Sementara, keriuhan masih terus menggema di dalam maupun luar ruang sidang. Dalam perkara ini, majelis hakim menerima status Richard sebagai justice collaborator (JC) atau saksi pelaku. Sebelumnya, LPSK telah lebih dulu menerima Richard sebagai JC.
Majelis Hakim menilai, keterangan Richard membuat terangnya peristiwa pembunuhan Brigadir J sehingga layak mendapat penghargaan. “Menimbang bahwa dengan apa yang dipertimbangkan serta adanya kebenaran fakta, penyebab meninggalnya korban Yosua dikepung dengan berbagai pihak yang menyebabkan gelapnya perkara sehingga kebenaran dan keadilan nyaris muncul terbalik,” ujar hakim.
“Maka kejujuran, keberanian, dan keteguhan terdakwa dengan berbagai risiko telah menyampaikan kejadian sesungguhnya sehingga terdakwa layak ditetapkan sebagai pelaku yang bekerja sama, justice collaborator, serta layak mendapat penghargaan,” ucap hakim.
Adapun vonis 1 tahun 6 bulan ini jauh lebih ringan dari tuntutan jaksa penuntut umum (JPU) yang menuntut Richard dipidana penjara 12 tahun. Dalam perkara yang sama, hakim menjatuhkan vonis mati terhadap Ferdy Sambo. Vonis ini lebih berat dari tuntutan jaksa yang memintanya dihukum penjara seumur hidup.
Hakim juga telah menjatuhkan vonis terhadap Putri Candrawathi berupa pidana penjara 20 tahun. Vonis ini juga lebih berat dari tuntutan jaksa yang meminta istri Ferdy Sambo itu dipenjara 8 tahun. Terdakwa lain yakni Kuat Ma’ruf divonis 15 tahun penjara.
Hukuman ART Ferdy Sambo itu lebih berat dari tuntutan jaksa, yakni 8 tahun penjara. Kemudian, vonis 13 tahun pidana penjara dijatuhkan terhadap Ricky Rizal. Sebelumnya, jaksa meminta hakim menjatuhkan hukuman 8 tahun penjara terhadap mantan ajudan Ferdy Sambo itu.

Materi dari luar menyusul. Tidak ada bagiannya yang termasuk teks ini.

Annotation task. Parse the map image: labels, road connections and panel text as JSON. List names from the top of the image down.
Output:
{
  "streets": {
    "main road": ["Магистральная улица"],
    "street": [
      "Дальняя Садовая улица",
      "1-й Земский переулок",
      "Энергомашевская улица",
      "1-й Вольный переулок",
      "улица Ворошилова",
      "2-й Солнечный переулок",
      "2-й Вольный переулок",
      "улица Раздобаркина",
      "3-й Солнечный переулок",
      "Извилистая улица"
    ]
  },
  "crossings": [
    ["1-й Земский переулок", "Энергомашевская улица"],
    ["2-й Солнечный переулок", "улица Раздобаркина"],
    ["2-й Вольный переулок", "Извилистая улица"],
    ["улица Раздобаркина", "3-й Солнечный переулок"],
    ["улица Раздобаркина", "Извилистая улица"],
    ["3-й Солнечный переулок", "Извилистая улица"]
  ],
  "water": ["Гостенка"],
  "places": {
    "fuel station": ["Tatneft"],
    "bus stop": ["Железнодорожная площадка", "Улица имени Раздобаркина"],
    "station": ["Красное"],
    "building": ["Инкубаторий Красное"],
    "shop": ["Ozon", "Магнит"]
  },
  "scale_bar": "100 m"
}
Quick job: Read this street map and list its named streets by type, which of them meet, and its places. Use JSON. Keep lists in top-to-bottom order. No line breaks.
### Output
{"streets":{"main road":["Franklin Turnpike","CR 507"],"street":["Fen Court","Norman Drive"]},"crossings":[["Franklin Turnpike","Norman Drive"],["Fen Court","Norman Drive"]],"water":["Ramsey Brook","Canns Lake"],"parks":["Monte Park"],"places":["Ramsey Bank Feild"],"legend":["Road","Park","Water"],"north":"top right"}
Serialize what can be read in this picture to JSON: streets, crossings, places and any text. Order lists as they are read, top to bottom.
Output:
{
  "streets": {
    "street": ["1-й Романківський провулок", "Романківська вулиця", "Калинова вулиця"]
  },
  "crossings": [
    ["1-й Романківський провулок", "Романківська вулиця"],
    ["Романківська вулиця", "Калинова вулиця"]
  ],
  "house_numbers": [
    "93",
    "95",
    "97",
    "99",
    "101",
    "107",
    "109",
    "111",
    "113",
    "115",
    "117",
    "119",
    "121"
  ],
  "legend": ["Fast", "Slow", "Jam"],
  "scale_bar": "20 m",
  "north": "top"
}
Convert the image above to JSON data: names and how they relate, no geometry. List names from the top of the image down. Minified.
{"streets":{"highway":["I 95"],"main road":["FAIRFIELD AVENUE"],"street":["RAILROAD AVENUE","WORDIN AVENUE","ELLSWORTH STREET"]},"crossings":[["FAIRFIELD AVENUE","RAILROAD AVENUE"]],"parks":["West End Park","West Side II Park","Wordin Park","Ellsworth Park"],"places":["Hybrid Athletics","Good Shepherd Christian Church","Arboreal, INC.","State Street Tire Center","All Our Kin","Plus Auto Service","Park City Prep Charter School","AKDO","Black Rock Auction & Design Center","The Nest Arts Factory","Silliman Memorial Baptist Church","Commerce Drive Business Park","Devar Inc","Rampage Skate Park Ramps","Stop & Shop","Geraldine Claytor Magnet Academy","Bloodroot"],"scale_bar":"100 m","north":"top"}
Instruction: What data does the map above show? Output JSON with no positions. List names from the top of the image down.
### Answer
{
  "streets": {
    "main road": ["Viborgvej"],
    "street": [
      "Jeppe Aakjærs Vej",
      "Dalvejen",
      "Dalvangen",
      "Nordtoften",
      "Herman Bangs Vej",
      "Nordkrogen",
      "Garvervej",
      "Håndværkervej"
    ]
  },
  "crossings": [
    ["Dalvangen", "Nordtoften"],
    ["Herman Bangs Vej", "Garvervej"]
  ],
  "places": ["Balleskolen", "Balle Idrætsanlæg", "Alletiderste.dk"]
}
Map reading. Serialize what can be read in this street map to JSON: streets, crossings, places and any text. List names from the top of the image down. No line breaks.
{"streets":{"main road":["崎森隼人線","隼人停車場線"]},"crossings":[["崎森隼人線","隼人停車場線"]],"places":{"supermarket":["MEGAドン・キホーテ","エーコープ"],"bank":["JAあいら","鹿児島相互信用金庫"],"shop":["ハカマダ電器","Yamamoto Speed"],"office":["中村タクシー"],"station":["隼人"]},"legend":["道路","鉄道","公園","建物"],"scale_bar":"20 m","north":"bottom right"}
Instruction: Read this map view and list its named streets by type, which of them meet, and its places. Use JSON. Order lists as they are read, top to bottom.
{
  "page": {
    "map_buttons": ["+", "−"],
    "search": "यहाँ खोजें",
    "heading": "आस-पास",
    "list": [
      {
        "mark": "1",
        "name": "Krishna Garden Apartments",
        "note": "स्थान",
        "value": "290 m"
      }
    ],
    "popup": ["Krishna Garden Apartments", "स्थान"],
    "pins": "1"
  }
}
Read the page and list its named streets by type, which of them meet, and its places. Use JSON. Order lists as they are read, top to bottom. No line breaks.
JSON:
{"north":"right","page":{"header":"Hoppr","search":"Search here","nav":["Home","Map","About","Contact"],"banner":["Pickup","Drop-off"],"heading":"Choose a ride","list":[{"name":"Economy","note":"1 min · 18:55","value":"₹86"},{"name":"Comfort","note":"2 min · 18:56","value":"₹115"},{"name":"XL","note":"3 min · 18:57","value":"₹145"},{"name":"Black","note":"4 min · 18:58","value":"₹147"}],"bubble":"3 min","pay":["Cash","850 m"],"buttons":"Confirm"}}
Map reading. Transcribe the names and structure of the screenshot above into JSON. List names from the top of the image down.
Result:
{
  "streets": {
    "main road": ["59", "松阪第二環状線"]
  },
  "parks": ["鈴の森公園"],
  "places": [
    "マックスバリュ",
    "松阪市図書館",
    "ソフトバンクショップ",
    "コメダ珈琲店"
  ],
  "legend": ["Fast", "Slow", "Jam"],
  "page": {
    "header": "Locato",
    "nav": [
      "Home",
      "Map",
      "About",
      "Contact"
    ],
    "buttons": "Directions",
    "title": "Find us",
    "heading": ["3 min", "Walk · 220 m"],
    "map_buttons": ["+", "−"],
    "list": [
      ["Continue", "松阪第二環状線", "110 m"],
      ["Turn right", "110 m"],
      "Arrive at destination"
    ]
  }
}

Pada pokoknya, kelima terdakwa dinilai jaksa terbukti bersalah melakukan tindak pidana pembunuhan terhadap Yosua yang direncanakan terlebih dahulu sebagaimana diatur dan diancam dalam dakwaan Pasal 340 KUHP jo Pasal 55 Ayat (1) ke 1 KUHP.
Berdasarkan dakwaan jaksa penuntut umum, kasus pembunuhan Brigadir J dilatarbelakangi oleh pernyataan istri Sambo, Putri Candrawathi, yang mengaku dilecehkan oleh Yosua di Magelang, Jawa Tengah, Kamis (7/7/2022).
Pengakuan yang belum diketahui kebenarannya itu lantas membuat Sambo marah hingga menyusun strategi untuk membunuh Yosua. Disebutkan bahwa mulanya, Sambo menyuruh Ricky Rizal atau Bripka RR menembak Yosua. Namun, Ricky menolak sehingga Sambo beralih memerintahkan Richard Eliezer atau Bharada E.
Brigadir Yosua dieksekusi dengan cara ditembak 2-3 kali oleh Bharada E di rumah dinas Sambo di Kompleks Polri Duren Tiga, Jakarta Selatan, Jumat (8/7/2022). Setelahnya, Sambo menembak kepala belakang Yosua hingga korban tewas.
Mantan Kepala Divisi Profesi dan Pengamanan (Kadiv Propam) Polri itu lantas menembakkan pistol milik Yosua ke dinding-dinding rumah untuk menciptakan narasi tembak menembak antara Brigadir J dan Bharada E yang berujung pada tewasnya Yosua.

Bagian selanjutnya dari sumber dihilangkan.